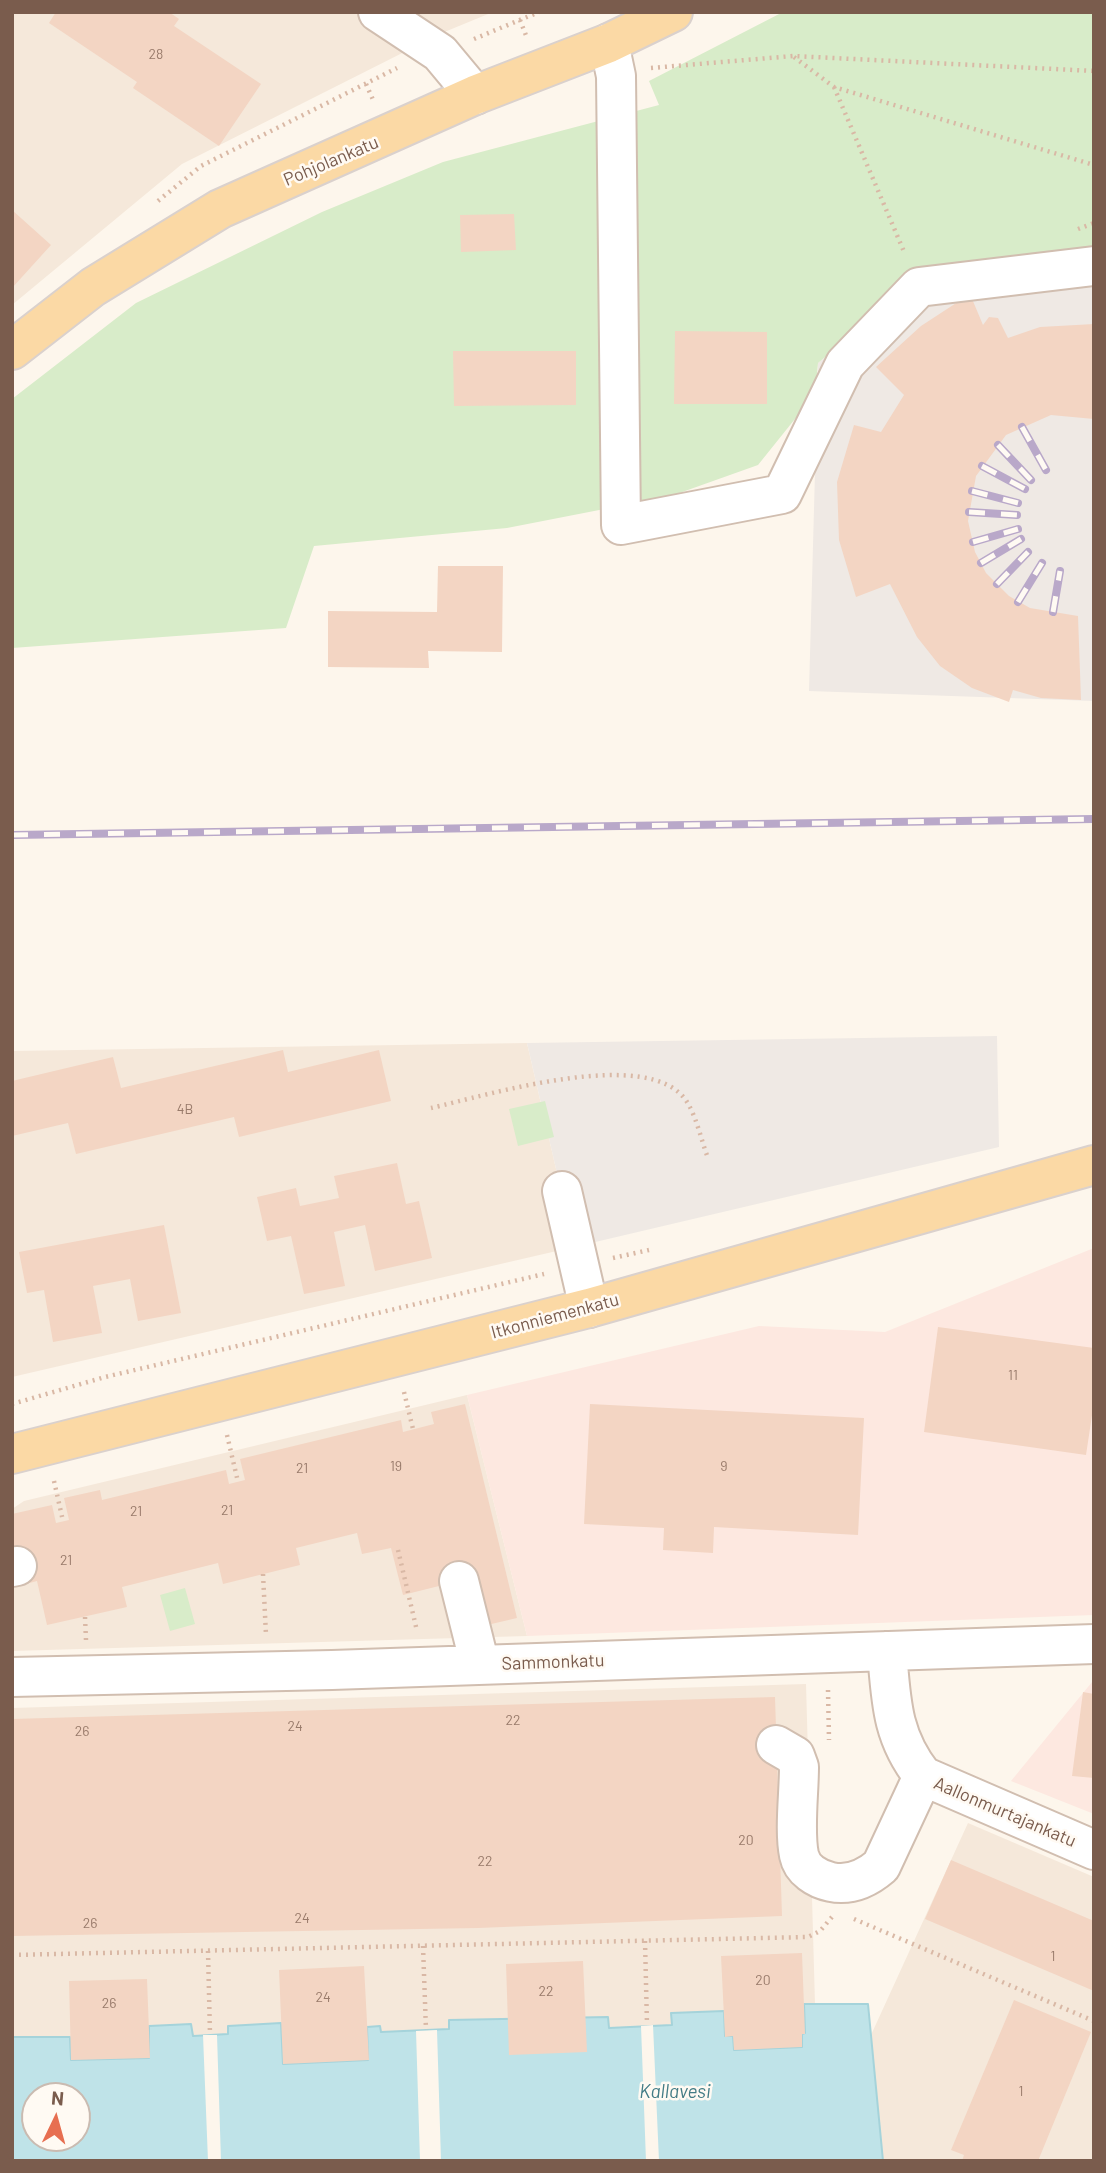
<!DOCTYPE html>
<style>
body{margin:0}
#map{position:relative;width:1106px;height:2173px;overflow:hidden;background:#fdf6ec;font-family:Barlow,sans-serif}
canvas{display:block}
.frame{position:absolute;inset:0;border:14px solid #7a5c4d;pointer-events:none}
.north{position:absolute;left:21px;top:2082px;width:70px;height:70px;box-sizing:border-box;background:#fffaf3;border:2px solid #cabbb1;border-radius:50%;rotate:5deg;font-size:19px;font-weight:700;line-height:28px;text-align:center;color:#7a5c4d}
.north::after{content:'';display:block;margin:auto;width:24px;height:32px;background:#e76f51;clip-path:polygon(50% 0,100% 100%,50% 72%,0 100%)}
</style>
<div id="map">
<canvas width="1106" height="2173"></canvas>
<div class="frame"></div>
<div class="north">N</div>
</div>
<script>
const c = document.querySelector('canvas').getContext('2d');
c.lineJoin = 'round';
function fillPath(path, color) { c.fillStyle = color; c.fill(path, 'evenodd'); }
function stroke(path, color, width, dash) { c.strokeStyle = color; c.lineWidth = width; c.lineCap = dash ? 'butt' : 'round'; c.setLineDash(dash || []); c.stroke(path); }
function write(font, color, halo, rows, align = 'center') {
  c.font = font + ' Barlow,sans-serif'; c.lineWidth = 5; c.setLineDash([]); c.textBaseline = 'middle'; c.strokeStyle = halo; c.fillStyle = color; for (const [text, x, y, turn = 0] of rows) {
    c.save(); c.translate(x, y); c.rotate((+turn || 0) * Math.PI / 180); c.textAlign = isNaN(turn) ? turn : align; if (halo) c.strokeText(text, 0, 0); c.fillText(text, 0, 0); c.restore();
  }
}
fillPath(new Path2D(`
 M12,12H493L442,33L182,164L12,305Z
 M527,1043L574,1247L12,1377V1051Z
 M467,1395L527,1636L12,1651V1509L24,1501Z
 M806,1684L815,2004H804L805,2034L802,2047L734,2050L725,2037L723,2011L671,2014L672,2025L608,2028L586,2018L449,2021V2029L381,2032L369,2060L283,2064L281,2023L228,2027L229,2034L194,2035L150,2058L71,2060L70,2037H12V1708Z
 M968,1823L1094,1877V2161H883L871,2035Z`), '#f5e8da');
fillPath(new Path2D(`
 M1094,1248V1615L527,1636L467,1395L759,1326L885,1332Z
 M1092,1682H1094V1814L1011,1781Z`), '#fde8e0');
fillPath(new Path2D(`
 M1094,272V701L809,691L818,363L912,285Z
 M997,1036L999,1147L574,1247L527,1043Z`), '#efe9e4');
fillPath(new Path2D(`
 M783,12H1094V272L912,285L818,363L815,394L758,465L671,496L507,528L314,546L286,628L12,648V399L136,303L322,212L443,162L659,105L649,81Z
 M545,1101L554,1137L518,1146L509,1109Z
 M185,1588L195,1624L170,1631L160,1595Z`), '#d8ecc9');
const water = new Path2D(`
 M804,2004H868L883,2161H12V2037H70L71,2060L149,2058V2026L191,2024L193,2036L228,2034V2026L281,2023L283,2064L368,2060L367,2027L380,2026L381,2032L449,2029V2020L608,2017L609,2028L672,2025L671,2013L724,2011L725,2036H733L734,2050L802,2047V2034L805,2033ZM35,2096H77V2138H35Z`);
fillPath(water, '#bfe3e8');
stroke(water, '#a5d3da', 2);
fillPath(new Path2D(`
 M653,2025L659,2161H646L641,2026Z
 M437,2030L441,2161H420L416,2031Z
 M203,2035H217L221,2161H208Z`), '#fdf6ec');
fillPath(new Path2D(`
 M56,12H169L179,19L174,26L261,84L219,146L133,88L137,82L49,23Z
 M12,210L51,245L12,288Z
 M514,214L516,250L461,252L460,215Z
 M970,294L983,325L989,317L998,318L1008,338L1040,327L1094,324V419L1051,415L1006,435L976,476L968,521L975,552L986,573L1009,596L1030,608L1078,616L1081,700L1041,698L1013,690L1009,702L972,688L940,666L917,637L890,584L856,597L839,540L837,482L854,425L881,432L904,395L876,367L921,326Z
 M675,331L767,332V404H674Z
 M453,351H576V405L454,406Z
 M438,566H503L502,652L428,651L429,668L328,667V611L437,612Z
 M283,1050L288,1072L379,1050L391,1101L239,1137L234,1117L76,1154L68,1123L12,1136V1081L113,1057L121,1088Z
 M397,1163L406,1204L419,1201L432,1258L375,1271L365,1225L334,1232L345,1286L304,1294L291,1236L267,1241L257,1197L296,1188L300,1206L339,1198L334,1176Z
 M164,1225L181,1313L138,1321L130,1279L93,1286L102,1333L53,1342L44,1290L27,1293L19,1252Z
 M938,1327L1094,1348V1402L1086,1455L924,1432Z
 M465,1404L517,1618L483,1626L471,1578L403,1595L391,1548L362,1554L357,1533L296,1548L300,1565L223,1584L218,1563L122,1587L127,1607L47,1625L37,1581L22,1585L15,1554L12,1555V1514L52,1505L56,1523L69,1520L64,1498L100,1490L102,1500L226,1470L229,1484L245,1480L240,1459L401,1420L403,1432L434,1424L431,1412Z
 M590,1404L864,1418L858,1535L714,1527L713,1553L663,1550L664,1528L584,1524Z
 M1083,1692L1094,1694V1778L1072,1776Z
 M775,1697L782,1916L478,1928L12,1936V1719Z
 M951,1860L1094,1921V1991L925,1919Z
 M802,1953L805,2034H802V2047L734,2050L733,2036L725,2037L721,1956Z
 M583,1961L587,2052L509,2055L506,1964Z
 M364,1966L369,2060L283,2064L279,1970Z
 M147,1979L150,2058L71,2060L69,1981Z
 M1014,2000L1091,2032L1038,2161H962L964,2155L951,2150Z`), '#f3d5c3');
const minor = new Path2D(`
 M378,12L440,53L475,95
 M609,43L616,76L621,525L782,494L845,364L919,287L1094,266
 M562,1191L589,1308
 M12,1567L17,1566
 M459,1581L480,1665
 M887,1651C891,1699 891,1736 923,1776L1094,1850
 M12,1677L332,1670L1094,1644
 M776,1745L795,1756L799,1767C799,1793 794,1831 799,1855C802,1870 817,1879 831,1882C850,1886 867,1878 881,1866L923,1776`);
const major = new Path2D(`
 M12,350L93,287L220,209L475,95L609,43L673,12
 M12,1454L589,1308L1094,1165`);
stroke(minor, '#d1beb0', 42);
stroke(major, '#dad1cd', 42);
stroke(new Path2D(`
 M520,20L527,38
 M474,39L539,12
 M794,57L834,87L1094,165
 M651,68L793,56L1094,71
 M366,84L374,102
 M834,87L905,254
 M158,201L201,166L397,68
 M1078,229L1094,223
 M431,1108C485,1096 651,1044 687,1102C697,1118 701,1140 708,1158
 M613,1258L649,1250
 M404,1392L413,1429
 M12,1404L105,1377L544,1274
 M227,1435L238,1482
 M54,1481L63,1521
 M398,1550L417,1631
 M263,1574L266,1635
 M85,1617L86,1640
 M828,1690L829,1740
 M854,1919L1094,2021
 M645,1941L647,2025
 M423,1946L426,2030
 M208,1951L210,2035
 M12,1955L808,1937L820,1931L832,1917`), '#d9b8a5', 4.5, [2, 5]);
stroke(minor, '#fff', 38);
stroke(major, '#fbd9a5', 38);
const rail = new Path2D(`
 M1022,427L1046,470
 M998,445L1031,480
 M982,466L1025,489
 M972,491L1018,503
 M969,512L1017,515
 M973,542L1018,529
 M981,563L1021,539
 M997,584L1028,552
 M1018,602L1042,563
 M1053,612L1060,571
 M12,835L1094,819`);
stroke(rail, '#b9a8c9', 8);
stroke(rail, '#fffaf3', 5, [16]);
write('14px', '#987a6a', null, [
 ["28",156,54],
 ["4B",185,1109],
 ["11",1013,1375],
 ["19",396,1466],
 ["9",724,1466],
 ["21",302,1468],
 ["21",227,1510],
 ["21",136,1511],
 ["21",66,1560],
 ["22",513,1720],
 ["24",295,1726],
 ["26",82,1731],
 ["20",746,1840],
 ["22",485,1861],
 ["24",302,1918],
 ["26",90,1923],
 ["1",1053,1956],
 ["20",763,1980],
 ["22",546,1991],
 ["24",323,1997],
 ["26",109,2003],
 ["1",1021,2091]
]);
write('18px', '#7a5c4d', '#fffaf3', [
 ["Pohjolankatu",331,161,-23],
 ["Itkonniemenkatu",555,1316,-15],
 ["Sammonkatu",553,1662,-2],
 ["Aallonmurtajankatu",1005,1812,23]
]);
write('italic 19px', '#437c86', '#fffaf3', [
 ["Kallavesi",675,2092]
]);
</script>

* [WHAT YOU ARE ASKED TO DO]:
Could you reproduce, exactly, every line above from the line with "M378,12L440,53L475,95" to the line with "M1053,612L1060,571", and no other line? Both ends count.

* [EXERCISE RESULT]:
 M378,12L440,53L475,95
 M609,43L616,76L621,525L782,494L845,364L919,287L1094,266
 M562,1191L589,1308
 M12,1567L17,1566
 M459,1581L480,1665
 M887,1651C891,1699 891,1736 923,1776L1094,1850
 M12,1677L332,1670L1094,1644
 M776,1745L795,1756L799,1767C799,1793 794,1831 799,1855C802,1870 817,1879 831,1882C850,1886 867,1878 881,1866L923,1776`);
const major = new Path2D(`
 M12,350L93,287L220,209L475,95L609,43L673,12
 M12,1454L589,1308L1094,1165`);
stroke(minor, '#d1beb0', 42);
stroke(major, '#dad1cd', 42);
stroke(new Path2D(`
 M520,20L527,38
 M474,39L539,12
 M794,57L834,87L1094,165
 M651,68L793,56L1094,71
 M366,84L374,102
 M834,87L905,254
 M158,201L201,166L397,68
 M1078,229L1094,223
 M431,1108C485,1096 651,1044 687,1102C697,1118 701,1140 708,1158
 M613,1258L649,1250
 M404,1392L413,1429
 M12,1404L105,1377L544,1274
 M227,1435L238,1482
 M54,1481L63,1521
 M398,1550L417,1631
 M263,1574L266,1635
 M85,1617L86,1640
 M828,1690L829,1740
 M854,1919L1094,2021
 M645,1941L647,2025
 M423,1946L426,2030
 M208,1951L210,2035
 M12,1955L808,1937L820,1931L832,1917`), '#d9b8a5', 4.5, [2, 5]);
stroke(minor, '#fff', 38);
stroke(major, '#fbd9a5', 38);
const rail = new Path2D(`
 M1022,427L1046,470
 M998,445L1031,480
 M982,466L1025,489
 M972,491L1018,503
 M969,512L1017,515
 M973,542L1018,529
 M981,563L1021,539
 M997,584L1028,552
 M1018,602L1042,563
 M1053,612L1060,571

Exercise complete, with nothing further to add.